Private payers cracks down on suspect arrangements
State courts vary widely in their response, attorneys say
While most health care compliance efforts focus on government efforts to enforce federal laws, health care attorney Laura Keidan Martin says compliance officers should be aware of new initiatives insurance companies are undertaking to combat arrangements that fall outside state laws or prompt overutilization. While these efforts have not received the same press as some federal initiatives, they already have met with some success in various state courts across the country, Martin says.
"Private payer enforcement has always been more important than most providers thought, and its importance is increasing," says Bill Sarraille, a health attorney with Arent Fox in Washington, DC.
According to Martin, an attorney with Katten Muchin in Chicago, states have adopted a range of statutes to prohibit arrangements that result in overutilization or that put profit motive ahead of patient interest. Laws on the books that address these problems include fee-splitting bans, kickback bans, and state self-referral statutes.
Possibly due to a lack of enforcement resources and poor reporting mechanisms, most of these state statutes have gone largely unenforced, reports Martin. "As a result, unlawful arrangements that incentivize the provision of medically unnecessary health care goods and services run rampant in many states," she asserts. "In many states, you see entire industries springing up where the arrangements don’t comply with state law."
Because overutilization is difficult and time-consuming to prove on a case-by-case basis, insurers now are taking a more systemic approach to the problem, Martin says.
To date, most of the arrangements that have been targeted by insurance companies have involved blatant violations of state law, she says. These arrangements include several variations. The first is in states with corporate practice of medicine statutes in which medical providers are controlled by laypersons. Martin says these arrangements come in many forms, including business corporations that directly employ physicians.
The second scenario involves laypersons or lay entities that contract with physicians to serve as the "paper owners" of medical practices.
Finally, there are arrangements in which a layperson or lay entity exerts control over the medical practice through a management agreement structure and derives all the profits from the practice through the management fee.
One specific scenario Martin points to is abusive diagnostic testing arrangements that allow the billing entity to capture the markup on services performed by others.
She says this type of arrangement surfaced frequently in Florida concerning Magnetic Resonance Imaging (MRI) services because there was an oversupply of MRI facilities and too few patients. Although MRI companies performed all the work, some brokers billed insurers at a 200% to 400% markup and pocketed the difference, she says.
Martin says these arrangements can run afoul of anti-kickback statutes (because the spread between the third party’s fees and the billed fee constitutes an inducement for referrals) as well as fee-splitting prohibitions, because the referral source and actual provider split fees.
They also can violate self-referral prohibitions if a physician acts as the "broker" and if state law bars out-of-office referrals absent on-site supervision.
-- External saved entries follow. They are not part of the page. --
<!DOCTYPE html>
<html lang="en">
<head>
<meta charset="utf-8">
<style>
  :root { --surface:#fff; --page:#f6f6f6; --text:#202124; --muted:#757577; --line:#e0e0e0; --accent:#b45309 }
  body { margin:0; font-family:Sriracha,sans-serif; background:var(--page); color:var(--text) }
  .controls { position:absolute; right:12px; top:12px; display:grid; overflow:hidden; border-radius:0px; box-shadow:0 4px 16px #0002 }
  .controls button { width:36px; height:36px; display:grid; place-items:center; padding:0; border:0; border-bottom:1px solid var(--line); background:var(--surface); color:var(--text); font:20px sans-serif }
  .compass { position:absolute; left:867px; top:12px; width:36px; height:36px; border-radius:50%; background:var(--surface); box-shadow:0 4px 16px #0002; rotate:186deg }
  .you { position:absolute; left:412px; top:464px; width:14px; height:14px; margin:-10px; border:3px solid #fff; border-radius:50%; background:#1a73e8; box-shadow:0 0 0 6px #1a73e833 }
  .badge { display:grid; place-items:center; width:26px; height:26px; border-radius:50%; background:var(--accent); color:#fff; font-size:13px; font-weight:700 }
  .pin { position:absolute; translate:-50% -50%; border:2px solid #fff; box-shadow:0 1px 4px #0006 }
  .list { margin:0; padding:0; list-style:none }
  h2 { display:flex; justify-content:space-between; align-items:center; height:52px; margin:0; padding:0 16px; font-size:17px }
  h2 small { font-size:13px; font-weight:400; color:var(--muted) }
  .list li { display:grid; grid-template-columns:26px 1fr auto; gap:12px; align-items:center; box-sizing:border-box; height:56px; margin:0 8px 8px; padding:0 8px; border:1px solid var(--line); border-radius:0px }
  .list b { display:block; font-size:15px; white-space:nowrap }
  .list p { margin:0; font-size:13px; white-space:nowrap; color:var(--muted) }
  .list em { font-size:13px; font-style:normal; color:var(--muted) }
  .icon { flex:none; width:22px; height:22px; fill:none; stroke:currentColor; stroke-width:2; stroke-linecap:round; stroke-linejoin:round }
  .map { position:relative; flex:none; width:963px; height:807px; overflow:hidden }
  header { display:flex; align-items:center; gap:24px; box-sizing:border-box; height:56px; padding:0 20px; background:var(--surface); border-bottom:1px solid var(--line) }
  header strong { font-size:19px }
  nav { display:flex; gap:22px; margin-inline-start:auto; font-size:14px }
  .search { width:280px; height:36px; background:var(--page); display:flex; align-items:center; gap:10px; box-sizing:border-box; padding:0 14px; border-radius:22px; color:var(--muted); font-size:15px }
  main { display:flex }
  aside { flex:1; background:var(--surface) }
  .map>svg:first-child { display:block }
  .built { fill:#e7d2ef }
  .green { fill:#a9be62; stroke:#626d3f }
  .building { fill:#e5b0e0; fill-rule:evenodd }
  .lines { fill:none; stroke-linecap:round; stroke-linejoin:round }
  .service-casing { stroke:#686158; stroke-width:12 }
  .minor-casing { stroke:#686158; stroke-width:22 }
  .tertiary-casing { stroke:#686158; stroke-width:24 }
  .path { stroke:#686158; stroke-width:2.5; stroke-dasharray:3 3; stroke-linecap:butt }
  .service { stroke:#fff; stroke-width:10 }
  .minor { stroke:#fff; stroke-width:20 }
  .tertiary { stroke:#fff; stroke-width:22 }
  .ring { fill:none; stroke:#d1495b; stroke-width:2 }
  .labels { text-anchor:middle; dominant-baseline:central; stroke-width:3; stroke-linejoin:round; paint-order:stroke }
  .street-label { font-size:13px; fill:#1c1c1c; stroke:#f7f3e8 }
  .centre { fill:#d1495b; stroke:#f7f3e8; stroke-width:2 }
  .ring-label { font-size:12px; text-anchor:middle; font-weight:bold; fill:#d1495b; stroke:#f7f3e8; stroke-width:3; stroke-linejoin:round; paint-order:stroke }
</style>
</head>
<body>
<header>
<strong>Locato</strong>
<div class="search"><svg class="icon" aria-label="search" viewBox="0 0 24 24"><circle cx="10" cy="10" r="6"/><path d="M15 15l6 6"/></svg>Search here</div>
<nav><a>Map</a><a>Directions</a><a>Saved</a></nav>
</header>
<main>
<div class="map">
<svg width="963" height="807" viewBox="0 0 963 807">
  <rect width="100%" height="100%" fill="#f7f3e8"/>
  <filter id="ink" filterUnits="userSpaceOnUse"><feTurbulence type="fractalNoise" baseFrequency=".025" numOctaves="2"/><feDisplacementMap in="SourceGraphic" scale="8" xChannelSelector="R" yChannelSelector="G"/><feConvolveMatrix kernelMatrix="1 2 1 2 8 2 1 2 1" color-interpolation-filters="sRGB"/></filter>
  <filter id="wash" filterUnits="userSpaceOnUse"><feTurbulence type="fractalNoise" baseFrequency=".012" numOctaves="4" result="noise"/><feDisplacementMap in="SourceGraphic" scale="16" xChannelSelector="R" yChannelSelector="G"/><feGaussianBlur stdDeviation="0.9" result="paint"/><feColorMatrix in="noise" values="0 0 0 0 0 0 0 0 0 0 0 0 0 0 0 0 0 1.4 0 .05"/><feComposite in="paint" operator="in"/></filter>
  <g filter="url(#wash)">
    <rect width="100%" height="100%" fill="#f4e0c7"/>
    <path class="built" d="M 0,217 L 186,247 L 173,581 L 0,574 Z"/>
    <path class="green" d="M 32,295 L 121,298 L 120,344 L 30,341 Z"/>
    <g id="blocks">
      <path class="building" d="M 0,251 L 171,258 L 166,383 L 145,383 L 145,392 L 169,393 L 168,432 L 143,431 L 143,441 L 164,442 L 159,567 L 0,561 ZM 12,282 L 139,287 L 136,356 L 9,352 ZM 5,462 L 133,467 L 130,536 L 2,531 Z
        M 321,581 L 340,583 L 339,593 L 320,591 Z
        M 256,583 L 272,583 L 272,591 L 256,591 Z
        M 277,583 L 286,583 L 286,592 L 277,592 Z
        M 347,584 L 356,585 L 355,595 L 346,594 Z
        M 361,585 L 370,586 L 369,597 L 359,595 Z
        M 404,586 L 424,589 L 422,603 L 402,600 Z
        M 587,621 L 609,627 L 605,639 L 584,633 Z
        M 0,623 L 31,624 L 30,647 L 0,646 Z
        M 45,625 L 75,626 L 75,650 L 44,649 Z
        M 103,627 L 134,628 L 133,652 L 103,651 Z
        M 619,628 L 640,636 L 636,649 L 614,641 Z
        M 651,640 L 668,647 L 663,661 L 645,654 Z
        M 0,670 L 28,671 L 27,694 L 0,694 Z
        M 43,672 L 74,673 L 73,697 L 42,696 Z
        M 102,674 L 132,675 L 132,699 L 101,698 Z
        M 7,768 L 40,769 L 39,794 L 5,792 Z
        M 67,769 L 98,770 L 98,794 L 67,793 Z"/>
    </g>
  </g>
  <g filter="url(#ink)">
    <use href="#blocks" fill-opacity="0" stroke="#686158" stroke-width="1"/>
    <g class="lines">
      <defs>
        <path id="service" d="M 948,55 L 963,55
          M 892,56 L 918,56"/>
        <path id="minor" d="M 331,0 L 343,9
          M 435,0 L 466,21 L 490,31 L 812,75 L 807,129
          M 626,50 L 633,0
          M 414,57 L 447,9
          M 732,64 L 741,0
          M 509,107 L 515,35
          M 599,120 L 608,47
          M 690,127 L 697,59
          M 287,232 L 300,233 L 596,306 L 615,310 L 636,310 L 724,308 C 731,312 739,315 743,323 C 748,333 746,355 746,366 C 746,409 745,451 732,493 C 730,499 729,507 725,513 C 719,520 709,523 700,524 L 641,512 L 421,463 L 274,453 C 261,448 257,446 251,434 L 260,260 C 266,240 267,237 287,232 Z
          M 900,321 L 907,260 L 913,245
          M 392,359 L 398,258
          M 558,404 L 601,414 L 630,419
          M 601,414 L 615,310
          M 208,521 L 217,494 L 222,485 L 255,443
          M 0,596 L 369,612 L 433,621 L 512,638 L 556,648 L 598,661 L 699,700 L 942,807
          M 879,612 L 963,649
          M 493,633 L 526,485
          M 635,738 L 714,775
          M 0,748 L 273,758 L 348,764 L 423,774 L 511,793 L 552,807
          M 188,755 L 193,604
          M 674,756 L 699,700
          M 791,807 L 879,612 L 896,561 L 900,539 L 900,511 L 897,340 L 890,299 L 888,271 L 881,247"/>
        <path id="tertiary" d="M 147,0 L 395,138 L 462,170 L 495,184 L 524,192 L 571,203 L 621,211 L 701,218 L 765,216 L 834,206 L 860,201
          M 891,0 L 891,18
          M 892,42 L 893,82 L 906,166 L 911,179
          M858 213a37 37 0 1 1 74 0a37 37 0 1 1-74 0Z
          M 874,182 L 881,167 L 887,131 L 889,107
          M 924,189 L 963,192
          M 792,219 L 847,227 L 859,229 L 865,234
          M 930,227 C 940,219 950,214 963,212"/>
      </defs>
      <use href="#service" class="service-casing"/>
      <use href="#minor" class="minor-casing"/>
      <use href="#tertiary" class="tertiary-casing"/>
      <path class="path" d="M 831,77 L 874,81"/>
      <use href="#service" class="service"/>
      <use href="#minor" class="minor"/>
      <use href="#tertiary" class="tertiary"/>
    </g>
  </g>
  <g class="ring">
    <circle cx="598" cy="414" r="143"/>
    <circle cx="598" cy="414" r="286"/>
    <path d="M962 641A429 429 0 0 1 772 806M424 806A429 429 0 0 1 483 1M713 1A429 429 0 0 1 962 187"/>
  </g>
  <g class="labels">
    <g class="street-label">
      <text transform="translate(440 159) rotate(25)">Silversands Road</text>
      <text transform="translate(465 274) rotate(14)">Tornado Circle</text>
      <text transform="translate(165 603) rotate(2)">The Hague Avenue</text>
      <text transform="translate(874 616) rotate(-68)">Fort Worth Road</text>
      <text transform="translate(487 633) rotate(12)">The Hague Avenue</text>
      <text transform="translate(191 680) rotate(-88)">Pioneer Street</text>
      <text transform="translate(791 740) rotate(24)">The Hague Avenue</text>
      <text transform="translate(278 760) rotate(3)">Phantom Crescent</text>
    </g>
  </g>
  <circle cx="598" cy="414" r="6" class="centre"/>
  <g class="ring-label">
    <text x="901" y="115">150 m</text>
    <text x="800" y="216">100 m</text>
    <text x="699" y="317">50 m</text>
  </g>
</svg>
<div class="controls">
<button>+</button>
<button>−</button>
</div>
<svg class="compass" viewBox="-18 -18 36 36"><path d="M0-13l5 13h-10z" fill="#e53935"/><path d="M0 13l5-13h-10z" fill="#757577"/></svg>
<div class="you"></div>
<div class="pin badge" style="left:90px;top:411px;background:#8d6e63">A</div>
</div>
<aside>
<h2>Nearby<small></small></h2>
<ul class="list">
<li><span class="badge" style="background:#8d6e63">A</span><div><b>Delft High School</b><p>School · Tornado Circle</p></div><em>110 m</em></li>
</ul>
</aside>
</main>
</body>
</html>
"The Florida MRI cases have been creating quite a stir among insurers in other states that are watching their imaging and diagnostic costs climb," Sarraille notes.
As people caught on to that arrangement, Martin says diagnostic facility "leasing" arrangements, which are one step removed from a purchased service arrangements, started to emerge. These agreements call for the referral source to "lease" space, equipment, personnel, and any necessary supplies from a third party for a fixed fee per test or per period.
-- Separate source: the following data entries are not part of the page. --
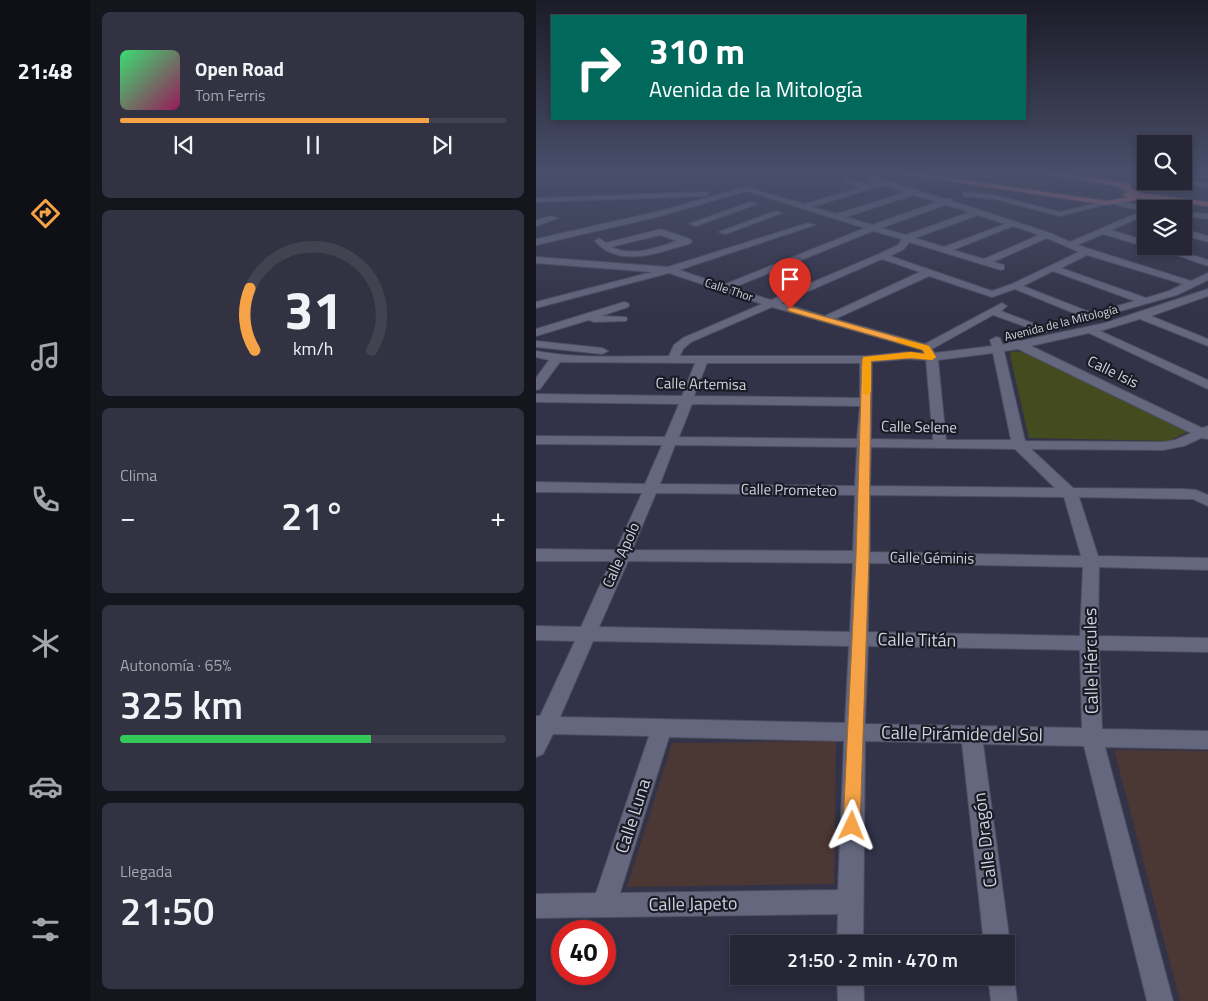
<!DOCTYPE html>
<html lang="es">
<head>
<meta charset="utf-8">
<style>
  :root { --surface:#262636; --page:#323242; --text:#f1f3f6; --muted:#a4a5ad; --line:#424351; --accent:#f5a346 }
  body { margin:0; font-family:"Titillium Web",sans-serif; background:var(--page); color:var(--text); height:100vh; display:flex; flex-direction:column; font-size:19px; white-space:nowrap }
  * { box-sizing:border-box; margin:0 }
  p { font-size:16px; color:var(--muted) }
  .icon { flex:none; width:28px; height:28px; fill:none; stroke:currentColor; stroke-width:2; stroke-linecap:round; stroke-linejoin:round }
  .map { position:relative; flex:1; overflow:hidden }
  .drawer { display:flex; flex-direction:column; gap:12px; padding:12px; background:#15151e; width:446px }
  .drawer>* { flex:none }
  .hud { position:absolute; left:15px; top:15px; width:475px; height:105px; border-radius:0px; box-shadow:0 2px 8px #0003,0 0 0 1px var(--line); background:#00695c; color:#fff; overflow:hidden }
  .tools { position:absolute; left:601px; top:135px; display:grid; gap:10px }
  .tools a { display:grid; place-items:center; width:55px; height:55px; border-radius:0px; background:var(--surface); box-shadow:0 2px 8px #0003,0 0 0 1px var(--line); font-size:25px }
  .speed { position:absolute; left:15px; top:920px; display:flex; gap:10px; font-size:25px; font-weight:700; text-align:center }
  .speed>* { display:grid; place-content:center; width:65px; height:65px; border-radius:50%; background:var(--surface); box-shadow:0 2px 8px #0003,0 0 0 1px var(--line); line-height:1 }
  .speed .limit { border:8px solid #d22; background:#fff; color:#111 }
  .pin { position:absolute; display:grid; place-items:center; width:42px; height:42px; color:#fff; margin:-51px -21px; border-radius:50% 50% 50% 0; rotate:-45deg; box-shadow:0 0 5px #0007 }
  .pin .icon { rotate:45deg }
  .me { position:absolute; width:55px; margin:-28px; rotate:2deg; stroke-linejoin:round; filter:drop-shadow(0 0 4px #0008) }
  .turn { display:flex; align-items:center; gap:18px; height:105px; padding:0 15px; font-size:22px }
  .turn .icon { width:65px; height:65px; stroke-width:2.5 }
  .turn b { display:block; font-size:35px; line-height:42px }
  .big { font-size:38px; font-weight:600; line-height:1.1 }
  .drawer .widget { flex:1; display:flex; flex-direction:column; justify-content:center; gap:8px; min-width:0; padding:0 18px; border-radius:8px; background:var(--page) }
  .drawer .dial { align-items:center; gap:0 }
  .dial svg { height:130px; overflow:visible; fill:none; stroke:var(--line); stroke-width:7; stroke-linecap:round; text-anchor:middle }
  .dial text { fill:var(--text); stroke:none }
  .song { display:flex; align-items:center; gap:15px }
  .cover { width:60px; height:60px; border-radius:8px; background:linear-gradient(135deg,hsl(140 70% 55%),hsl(330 70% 35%)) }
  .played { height:5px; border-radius:2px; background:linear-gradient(90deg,var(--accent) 80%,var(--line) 80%) }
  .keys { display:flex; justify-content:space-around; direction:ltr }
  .heat { display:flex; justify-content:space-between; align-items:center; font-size:28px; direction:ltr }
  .charge { height:8px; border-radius:4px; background:linear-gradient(90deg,#34c759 65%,var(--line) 0) }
  .trip { position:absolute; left:194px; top:935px; width:285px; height:50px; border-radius:0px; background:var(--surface); box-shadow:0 2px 8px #0003,0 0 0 1px var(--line); font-weight:600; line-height:50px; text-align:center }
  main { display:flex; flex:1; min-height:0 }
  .menu { display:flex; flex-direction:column; width:90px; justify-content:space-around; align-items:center; background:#0f0f16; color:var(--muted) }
  .menu .icon { width:35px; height:35px }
  .menu .active { color:var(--accent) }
  .menu b { font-size:22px; color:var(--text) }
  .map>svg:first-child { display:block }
</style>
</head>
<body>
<main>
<nav class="menu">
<b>21:48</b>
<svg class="icon active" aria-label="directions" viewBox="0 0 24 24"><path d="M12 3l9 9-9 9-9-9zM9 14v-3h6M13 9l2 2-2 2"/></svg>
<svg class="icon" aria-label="music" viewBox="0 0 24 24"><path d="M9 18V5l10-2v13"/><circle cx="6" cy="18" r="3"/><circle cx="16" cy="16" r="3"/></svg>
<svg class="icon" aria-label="phone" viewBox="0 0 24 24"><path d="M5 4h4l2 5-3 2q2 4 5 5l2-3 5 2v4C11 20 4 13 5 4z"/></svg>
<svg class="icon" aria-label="climate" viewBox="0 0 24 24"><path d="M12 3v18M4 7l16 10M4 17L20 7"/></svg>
<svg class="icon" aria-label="car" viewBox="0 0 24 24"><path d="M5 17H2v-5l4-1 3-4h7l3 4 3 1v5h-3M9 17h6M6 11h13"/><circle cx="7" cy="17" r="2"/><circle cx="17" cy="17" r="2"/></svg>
<svg class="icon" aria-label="filters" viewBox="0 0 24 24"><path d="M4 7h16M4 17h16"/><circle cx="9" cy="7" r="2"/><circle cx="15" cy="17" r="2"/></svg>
</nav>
<section class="drawer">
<div class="widget">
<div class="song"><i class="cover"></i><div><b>Open Road</b><p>Tom Ferris</p></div></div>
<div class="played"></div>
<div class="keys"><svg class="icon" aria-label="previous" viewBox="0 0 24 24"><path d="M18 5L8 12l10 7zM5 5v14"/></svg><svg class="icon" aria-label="pause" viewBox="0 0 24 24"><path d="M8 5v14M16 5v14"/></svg><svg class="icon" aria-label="next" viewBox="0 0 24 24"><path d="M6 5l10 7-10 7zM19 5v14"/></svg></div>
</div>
<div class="widget dial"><svg viewBox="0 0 100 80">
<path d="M14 69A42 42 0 1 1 86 69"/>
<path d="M14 69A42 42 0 0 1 11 31" stroke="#f5a346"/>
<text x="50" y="56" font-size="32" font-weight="700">31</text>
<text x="50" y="72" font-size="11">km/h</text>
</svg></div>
<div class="widget"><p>Clima</p>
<div class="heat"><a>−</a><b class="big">21°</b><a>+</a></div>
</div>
<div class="widget"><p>Autonomía · 65%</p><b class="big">325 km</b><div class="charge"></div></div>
<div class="widget"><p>Llegada</p><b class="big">21:50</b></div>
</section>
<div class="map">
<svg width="672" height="1001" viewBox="0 0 672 1001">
  <rect width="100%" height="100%" fill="#323248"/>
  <g fill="#4b3733">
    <polygon points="300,741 298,884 91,887 136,743"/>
    <polygon points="578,750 672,751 672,1001 644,1001"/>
  </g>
  <polygon fill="#444b1e" points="475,351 493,353 651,432 633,441 493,438 474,355"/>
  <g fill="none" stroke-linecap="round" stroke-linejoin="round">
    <g stroke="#4d4e60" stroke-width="2">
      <g id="minor">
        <path d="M331 174H339L338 177 409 199H415L416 201 514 233 534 242 606 211 577 204V200L613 207 614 209H610V215L575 230 610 241V246H612H607L567 234 541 245 655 281 672 273V280L641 295 507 333 457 315 396 349 399 353 456 346 454 340 460 337 464 338 467 345 479 340 484 341 569 323 672 289V296L615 316 672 339V346L604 319 564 331 672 380V389L553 333 495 346 666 428 672 426V439L665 438 648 446 627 450 495 449 537 488 648 489 660 490 672 495V506L657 499H648L543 497 562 556 672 558V570L563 567 562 636 672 638V652L563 650 566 729 672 731V749L569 747 637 1001H611L548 746 447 744 474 944 470 953V944H448L426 743 329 741 327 944H301L302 914 0 918V894L60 893 113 736 17 734 7 754 0 757V716H4L39 641 0 640V626L45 627 75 561H0V549L80 550 106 493 0 492V482L109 484 126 445 0 444V436L129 437 143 404 0 402V394L146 396 159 363 24 362 4 389 0 390V378L13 360 0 357V351C44 359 88 356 133 356L138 345 147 338 226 304 133 273 0 308V302L116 272 0 263V257L132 267 272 223 279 225 143 270 187 285 329 228 210 191 125 216 0 245V239L120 212 210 187 268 204 326 187 307 182V178L334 185 340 183 331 180ZM347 185 369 192 301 214 276 207ZM377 195 401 202 336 225 310 217ZM409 205 434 212 370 235 345 228ZM442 215 469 224 408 247 379 238ZM477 226 503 235 448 259 417 250ZM337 231 366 239 362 245 343 254 235 300 196 288ZM511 238 543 252 476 284 456 291 354 256 368 249 373 242 465 270 468 269V265L457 262ZM551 255 647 284 633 291 610 298 525 268ZM346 259 384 272 289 316 245 303ZM517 271 599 301 556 313 487 286ZM393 276 456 297 479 289 545 316 507 327 465 311 471 306 466 303 389 344 299 319ZM236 307 386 350 387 353 370 352 330 356H144L147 349 155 342ZM482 349 655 433 639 440 627 442 489 441 468 351ZM457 353 475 440H410L402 360ZM370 359 390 360 397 440 335 439 336 362ZM171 363H324V398L158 396ZM156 404 324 406 321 439 143 437ZM139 445 321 447 319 486 124 484ZM335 447 479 449 519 488 334 486ZM120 493 319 495 317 551 96 550ZM334 495 528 497 545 556 334 552ZM92 561 317 563 314 632 63 627ZM333 563 547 567 544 636 332 632ZM57 641 313 646 309 723 24 717ZM332 646 544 650 546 728 329 724ZM133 737 308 741 302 890 84 893Z"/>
        <polygon points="584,174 610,175 610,179"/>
        <polygon points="648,180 672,184 672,188 635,181"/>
        <polygon points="169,192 172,192 172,196 0,202 0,198"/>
        <polygon points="427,192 458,195 524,212 571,201 575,203 524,216 458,199 427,196"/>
        <polygon points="214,202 221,204 160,226 153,224"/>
        <polygon points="239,211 246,213 190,234 183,232"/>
        <polygon points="648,212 672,214 672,219 648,216"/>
        <polygon points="15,216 22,218 0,226 0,220"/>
        <path d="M125 229 154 239 156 242C152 245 144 246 138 248 111 257 79 264 59 241L63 238 70 243ZM124 235 141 241C119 248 98 257 75 247Z"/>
        <polygon points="648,229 672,236 672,242 648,235"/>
        <polygon points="614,246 628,246 672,260 672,266"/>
        <polygon points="88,302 92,303 93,305 92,307 65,316 90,317 91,319 90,321 58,322 53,320 0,336 0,329"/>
        <polygon points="0,341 66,348 72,351 66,354 0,347"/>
        <polygon points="470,965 474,967 478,976 481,1001 455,1001 452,976 470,976"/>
        <polygon points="301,976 327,976 328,1001 302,1001"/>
      </g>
    </g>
    <g stroke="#4d4e60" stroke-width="2">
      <polygon id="major" points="367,174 386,174 571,201 594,197 588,196 587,194 591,192 581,186 508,174 528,174 591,183 595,185 593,187 604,193 672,202 672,206 603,198 599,200 571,205"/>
    </g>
    <use href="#minor" fill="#65677f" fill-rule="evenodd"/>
    <use href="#major" fill="#b66878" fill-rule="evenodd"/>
  </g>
  <linearGradient id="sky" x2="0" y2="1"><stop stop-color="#1c1c28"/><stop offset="0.55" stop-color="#494f6a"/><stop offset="1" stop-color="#494f6a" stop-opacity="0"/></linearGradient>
  <rect width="672" height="314" fill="url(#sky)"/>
  <polygon fill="#f5a346" stroke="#9f6a2e" points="254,307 393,346 400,357 396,360 375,358 335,361 333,557 324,826 322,832 316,835 310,832 307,826 320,557 326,359 330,357 375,352 389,354 387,350 252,311 252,308"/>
  <polygon fill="#f59e0b" points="361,338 393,346 400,357 396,360 375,358 335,361 335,392 330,395 327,394 327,357 375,352 389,354 387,350 361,342"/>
  <g text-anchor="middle" stroke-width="4.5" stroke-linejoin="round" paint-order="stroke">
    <g font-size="12" fill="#d1d2e0" stroke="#1b1b25">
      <text transform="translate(193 290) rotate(18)" y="4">Calle Thor</text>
      <text transform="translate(525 323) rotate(-14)" y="4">Avenida de la Mitología</text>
    </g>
    <g font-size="15" fill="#d1d2e0" stroke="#1b1b25">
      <text transform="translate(577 372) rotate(26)" y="5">Calle Isis</text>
      <text transform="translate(165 384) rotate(1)" y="5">Calle Artemisa</text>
      <text transform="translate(383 427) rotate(1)" y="5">Calle Selene</text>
      <text transform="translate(253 490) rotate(1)" y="5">Calle Prometeo</text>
      <text transform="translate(85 555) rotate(-66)" y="5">Calle Apolo</text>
      <text transform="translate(396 558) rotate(1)" y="5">Calle Géminis</text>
    </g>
    <g font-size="18" fill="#d1d2e0" stroke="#1b1b25">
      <text transform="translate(381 640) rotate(1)" y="6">Calle Titán</text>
      <text transform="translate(555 661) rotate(-91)" y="6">Calle Hércules</text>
      <text transform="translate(426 734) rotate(1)" y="6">Calle Pirámide del Sol</text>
      <text transform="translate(97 816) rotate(-72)" y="6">Calle Luna</text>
      <text transform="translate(449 840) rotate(-97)" y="6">Calle Dragón</text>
      <text transform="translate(157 904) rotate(-1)" y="6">Calle Japeto</text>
    </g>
  </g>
</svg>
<div class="tools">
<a><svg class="icon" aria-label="search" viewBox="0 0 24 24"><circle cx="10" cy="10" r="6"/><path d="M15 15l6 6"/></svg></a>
<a><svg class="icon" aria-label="layers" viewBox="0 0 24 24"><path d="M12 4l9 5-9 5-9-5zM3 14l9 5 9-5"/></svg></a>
</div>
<div class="speed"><div class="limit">40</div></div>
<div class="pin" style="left:254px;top:309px;background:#d93025"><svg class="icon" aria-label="arrive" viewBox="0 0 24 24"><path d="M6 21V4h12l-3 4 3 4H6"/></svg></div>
<svg class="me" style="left:316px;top:826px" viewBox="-20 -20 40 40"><path d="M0-17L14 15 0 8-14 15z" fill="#f5a346" stroke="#fff" stroke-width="4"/></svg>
<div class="trip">21:50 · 2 min · 470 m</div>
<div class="hud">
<div class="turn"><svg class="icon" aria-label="right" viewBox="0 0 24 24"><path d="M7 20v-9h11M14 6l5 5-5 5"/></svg><div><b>310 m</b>Avenida de la Mitología</div></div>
</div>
</div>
</main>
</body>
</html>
The referral source, which provides no component of the service, then bills the insurer at a significant markup.
"The radiology market is torn over these lease relationships, with opinion about them sharply divided," Sarraille observes.
Finally, Martin points to portable diagnostic equipment and staffing arrangements. Under these arrangements, providers capture additional revenue streams by hiring diagnostic testing companies to bring equipment and technicians to their offices to perform diagnostic tests on their patients, typically on a below-market, "per-click" fee basis.
The referring physician then bills for the test at a significant markup. The diagnostic testing company typically bills for the interpretation, which Martin says are often performed by an out-of-state physician who is willing to provide below-cost testing as a quid pro quo for the professional service referral.
"Like the first two scenarios, you have a situation where the practice is not providing any real supervision," says Martin. "It is simply sending referrals to the testing company."
One legal theory insurance companies have been asserting is that by fraudulently incorporating a medical practice or entering into a sham arrangement, that is fraud on the insurance company.
"Dropping a dime on the providers and trying to initiate investigations by insurance departments, state attorneys general, and medical boards are clearly tactics that insurers are increasingly inclined to employ," says Sarraille, who has handled some of these cases.
Martin says courts have taken different positions regarding these claims. However, she says a number of courts that have ruled that if an arrangement violates state law, there is no right to payment for those services. "The battle is still raging, and the issues are far from resolved," she says.